But do take into consideration the enormous amounts of nitrogen and phosphorous based fertilizers used to produce the plants, especially by greenhouses and industrial explorations.

[–] [email protected] 13 points 9 months ago* (last edited 9 months ago)

Not the person you are replying to, but it should be noted that synthetic fertilizer usage is lower on plant-based diets even compared to maximal usage of manure. This is due to the fact that you don't have to grow so much animal feed (which you lose most of the energy from by other creatures body functions using that energy themselves)

shifting from animal to plant sources of protein can substantially reduce fertilizer requirements, even with maximal use of animal manure

https://www.sciencedirect.com/science/article/abs/pii/S0921344922006528

While any food production is not going to be free of environmental effects, plant-based diets are substantially better on nearly all metrics

[–] capital 4 points 9 months ago* (last edited 9 months ago) (1 children)

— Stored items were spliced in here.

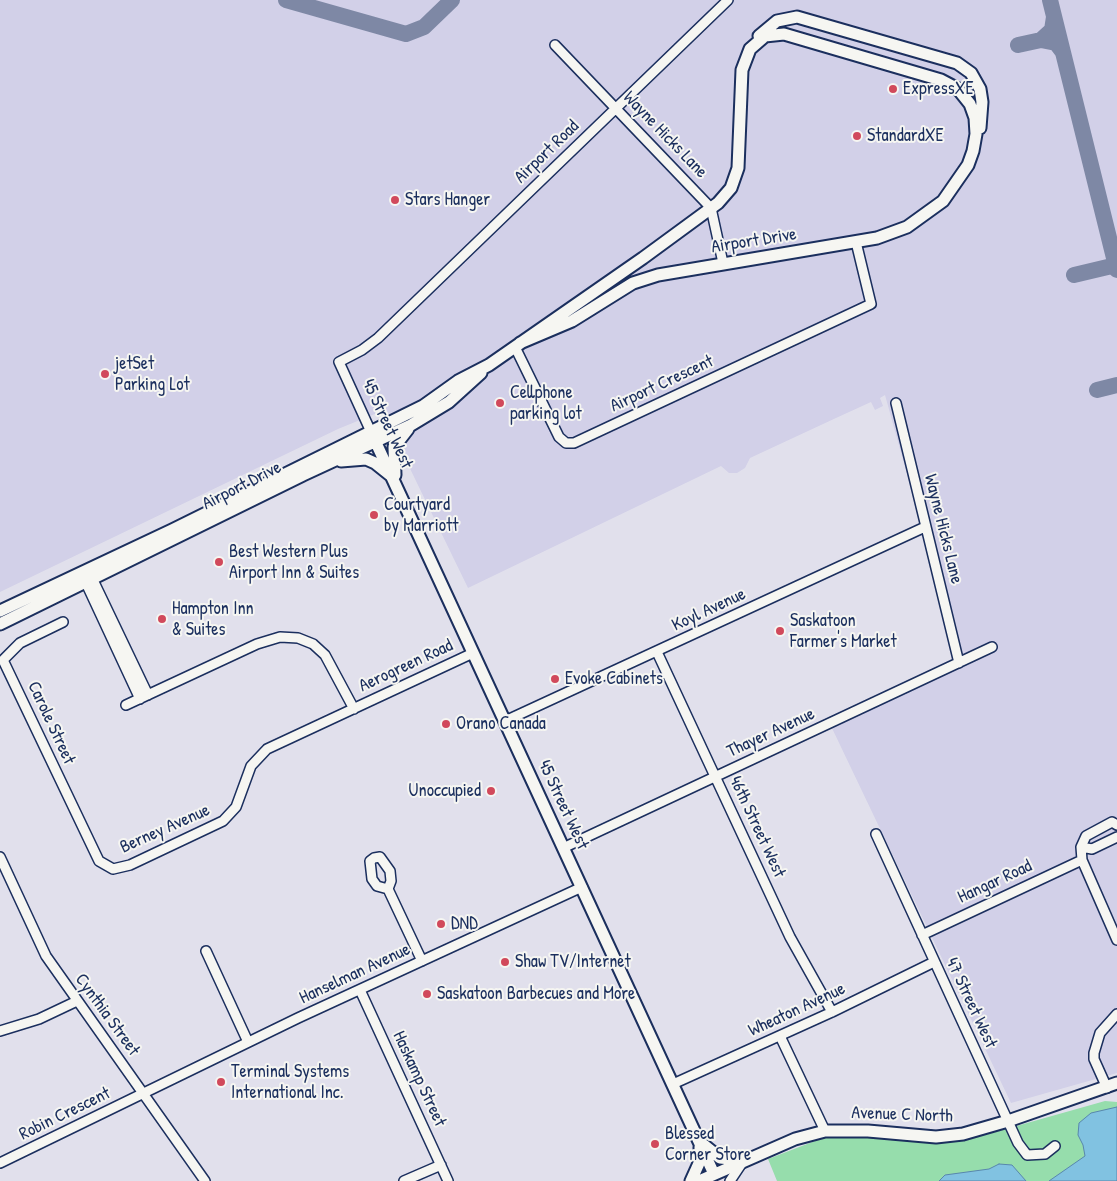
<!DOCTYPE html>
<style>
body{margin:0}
canvas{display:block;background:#e1e0ec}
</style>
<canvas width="1117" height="1181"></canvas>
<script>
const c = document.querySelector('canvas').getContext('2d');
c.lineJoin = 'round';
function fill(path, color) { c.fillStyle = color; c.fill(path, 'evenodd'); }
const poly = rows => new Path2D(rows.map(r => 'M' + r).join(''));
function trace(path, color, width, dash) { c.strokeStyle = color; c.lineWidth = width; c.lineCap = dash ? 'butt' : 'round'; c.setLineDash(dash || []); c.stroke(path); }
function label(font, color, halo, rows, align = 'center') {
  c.font = font + ' "Patrick Hand",sans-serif'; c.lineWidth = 4; c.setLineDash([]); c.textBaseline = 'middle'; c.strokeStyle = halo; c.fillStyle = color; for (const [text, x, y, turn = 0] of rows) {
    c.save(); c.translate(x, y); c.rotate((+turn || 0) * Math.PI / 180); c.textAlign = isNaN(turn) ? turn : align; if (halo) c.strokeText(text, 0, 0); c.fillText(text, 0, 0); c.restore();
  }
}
fill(poly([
 [0,0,1117,0,1117,1073,1011,1103,830,724,959,662,885,395,880,398,883,406,875,410,871,402,836,418,750,458,745,468,737,473,729,473,721,466,468,588,382,411,338,429,0,592]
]), '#d2d0e8');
fill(poly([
 [1105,1101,1117,1102,1117,1181,777,1181,768,1159,828,1136,860,1135,945,1143,974,1138]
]), '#96ddac');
const water = poly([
 [1117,1107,1117,1181,1049,1181,1085,1156,1083,1145,1078,1135,1079,1123,1091,1113,1117,1107],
 [999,1164,1012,1165,1026,1181,939,1181,945,1175,989,1169,999,1164]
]);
fill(water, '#81c2e1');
trace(water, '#5887ad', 1);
trace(poly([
 [286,0,406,34,424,27,452,0],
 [1050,0,1117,270],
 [1054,17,1052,30,1041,40,1056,43,1062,51],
 [1018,45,1041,40],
 [1074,275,1116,265],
 [1097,390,1117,385]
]), '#7e88a5', 16);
const minor = poly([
 [555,45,711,208,723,263],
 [515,347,559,437,566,443,574,443,871,304,856,242],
 [896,403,959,663],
 [371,432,339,362,362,350,378,338,728,0],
 [93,580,148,695],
 [86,583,140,699],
 [63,622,20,643,3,660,99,861,113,869,130,865,223,821,236,807,251,766,267,749,473,653],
 [657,652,790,937,832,1012],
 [126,705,257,644,280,637,298,638,313,644,325,655,354,709],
 [505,721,925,527],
 [876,834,1018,1143,1027,1155,1045,1154,1055,1146],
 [1081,847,1092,849,1117,837],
 [563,848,992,647],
 [0,857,46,956,205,1181],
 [1082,860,1117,940],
 [388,889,377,886,372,879,370,861,374,858,380,857,390,871,391,881,388,889,422,961],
 [922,935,1082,860,1081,847,1086,836,1112,822,1117,825],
 [206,951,248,1042],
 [360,990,448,1181],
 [0,1031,39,1019,77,1001],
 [780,1036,825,1131],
 [673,1084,832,1012,934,962],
 [1107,1088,1094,1059,1094,1053,1100,1033,1117,1014],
 [0,1163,298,1018,582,887],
 [404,1181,441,1165],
 [730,1181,742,1163]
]);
const major = poly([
 [759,36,777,21,797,17,957,63,971,73,980,89,982,102,980,128],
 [371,432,714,1174],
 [341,461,366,459,375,463,390,475],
 [395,475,394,447,408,429],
 [0,611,172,530,423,406,458,381,489,365,643,258,718,203,731,188,738,168,742,70,750,49,765,36,784,34,941,80,958,89,970,104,975,118,976,134,973,151,968,165,943,201,907,227,877,238,658,275,633,283,572,321,520,343],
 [0,624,303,475,411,425,449,402,481,373],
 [704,1145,720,1158,741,1160],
 [691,1181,700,1161,700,1147],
 [699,1181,795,1139,825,1131,868,1131,936,1137,963,1134,1008,1121,1117,1083]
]);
trace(minor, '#1b2f5e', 12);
trace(major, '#1b2f5e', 15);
trace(minor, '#f6f6f2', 9);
trace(major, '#f6f6f2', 11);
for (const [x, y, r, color] of [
 [893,89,5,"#d1495b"],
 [857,136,5,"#d1495b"],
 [395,200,5,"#d1495b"],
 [105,374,5,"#d1495b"],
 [500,403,5,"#d1495b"],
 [374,515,5,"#d1495b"],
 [219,562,5,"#d1495b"],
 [162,619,5,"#d1495b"],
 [780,631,5,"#d1495b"],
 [555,679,5,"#d1495b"],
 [446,724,5,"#d1495b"],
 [491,791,5,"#d1495b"],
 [441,924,5,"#d1495b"],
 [505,962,5,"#d1495b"],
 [427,994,5,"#d1495b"],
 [221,1082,5,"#d1495b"],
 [655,1144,5,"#d1495b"]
]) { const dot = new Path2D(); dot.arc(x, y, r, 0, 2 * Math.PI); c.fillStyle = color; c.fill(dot); trace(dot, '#f6f6f2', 2); }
label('18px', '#1b2f5e', '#f6f6f2', [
 ["ExpressXE",903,89],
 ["StandardXE",867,136],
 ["Stars Hanger",405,200],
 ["jetSet",115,364],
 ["Parking Lot",115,385],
 ["Cellphone",510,393],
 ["parking lot",510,414],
 ["Courtyard",384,505],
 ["by Marriott",384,526],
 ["Best Western Plus",229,552],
 ["Airport Inn & Suites",229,573],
 ["Hampton Inn",172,609],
 ["& Suites",172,630],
 ["Saskatoon",790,621],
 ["Farmer's Market",790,642],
 ["Evoke Cabinets",565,679],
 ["Orano Canada",456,724],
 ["Unoccupied",481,791,"right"],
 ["DND",451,924],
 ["Shaw TV/Internet",515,962],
 ["Saskatoon Barbecues and More",437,994],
 ["Terminal Systems",231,1072],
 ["International Inc.",231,1093],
 ["Blessed",665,1134],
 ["Corner Store",665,1155]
], 'left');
label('18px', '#1b2f5e', '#f6f6f2', [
 ["Wayne Hicks Lane",665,135,46],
 ["Airport Road",547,152,-44],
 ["Airport Drive",754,241,-9],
 ["Airport Crescent",662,384,-25],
 ["45 Street West",387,424,65],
 ["Airport Drive",242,486,-27],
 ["Wayne Hicks Lane",943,529,76],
 ["Koyl Avenue",709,610,-25],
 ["Aerogreen Road",406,666,-25],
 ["Carole Street",51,723,65],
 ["Thayer Avenue",771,733,-25],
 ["45 Street West",563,805,65],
 ["46th Street West",757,827,65],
 ["Berney Avenue",165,829,-24],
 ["Hangar Road",995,882,-25],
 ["Hanselman Avenue",355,974,-25],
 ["47 Street West",971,1003,65],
 ["Wheaton Avenue",797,1010,-25],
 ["Cynthia Street",107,1015,54],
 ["Haskamp Street",419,1079,65],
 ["Robin Crescent",65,1114,-26],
 ["Avenue C North",902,1115,2]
]);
</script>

Wait till you learn about all the extra food we grow just to feed the animals we eat.

It takes up the majority of farmland in the US. more than we dedicate to growing for humans to consume directly.

If you actually want to use less farmland, and therefore fertilizer, I welcome you to veganism.

What I think is more likely though, is that you need to tell yourself this to feel better about eating animal products.

[–] [email protected] 1 points 9 months ago (1 children)

Ah, yes, that pillar of good practices, US, where corn is so heavily subsidized its by-products had to be force injected into the entire food chain to justify it, to the point all food is rendered sweet by default.

[–] capital 2 points 9 months ago (2 children)

I know it’s popular but believe it or not, the US isn’t the cause of all the world’s problems.

Only 23% of ag land worldwide is used to grow crops for direct human consumption. That’s lower than the US number by the way.

The fact remains that if you actually care about reducing farmland and fertilizer use, you’d go vegan.

Or was I right and that was just a throwaway comment meant to make you feel better about your habits?

[–] [email protected] 1 points 9 months ago (1 children)

Only 23% of ag land worldwide is used to grow crops for direct human consumption.

this is misleading as fuck. much of the land used to grow crops for humans is the exact same land, the exact same plant, the exact same bean (sometimes) as the land used to feed animals. much of what is given to animals are parts of plants that people can't or won't eat. another huge portion of the ag land is pastureland, and much of that isn't even suitable for growing crops.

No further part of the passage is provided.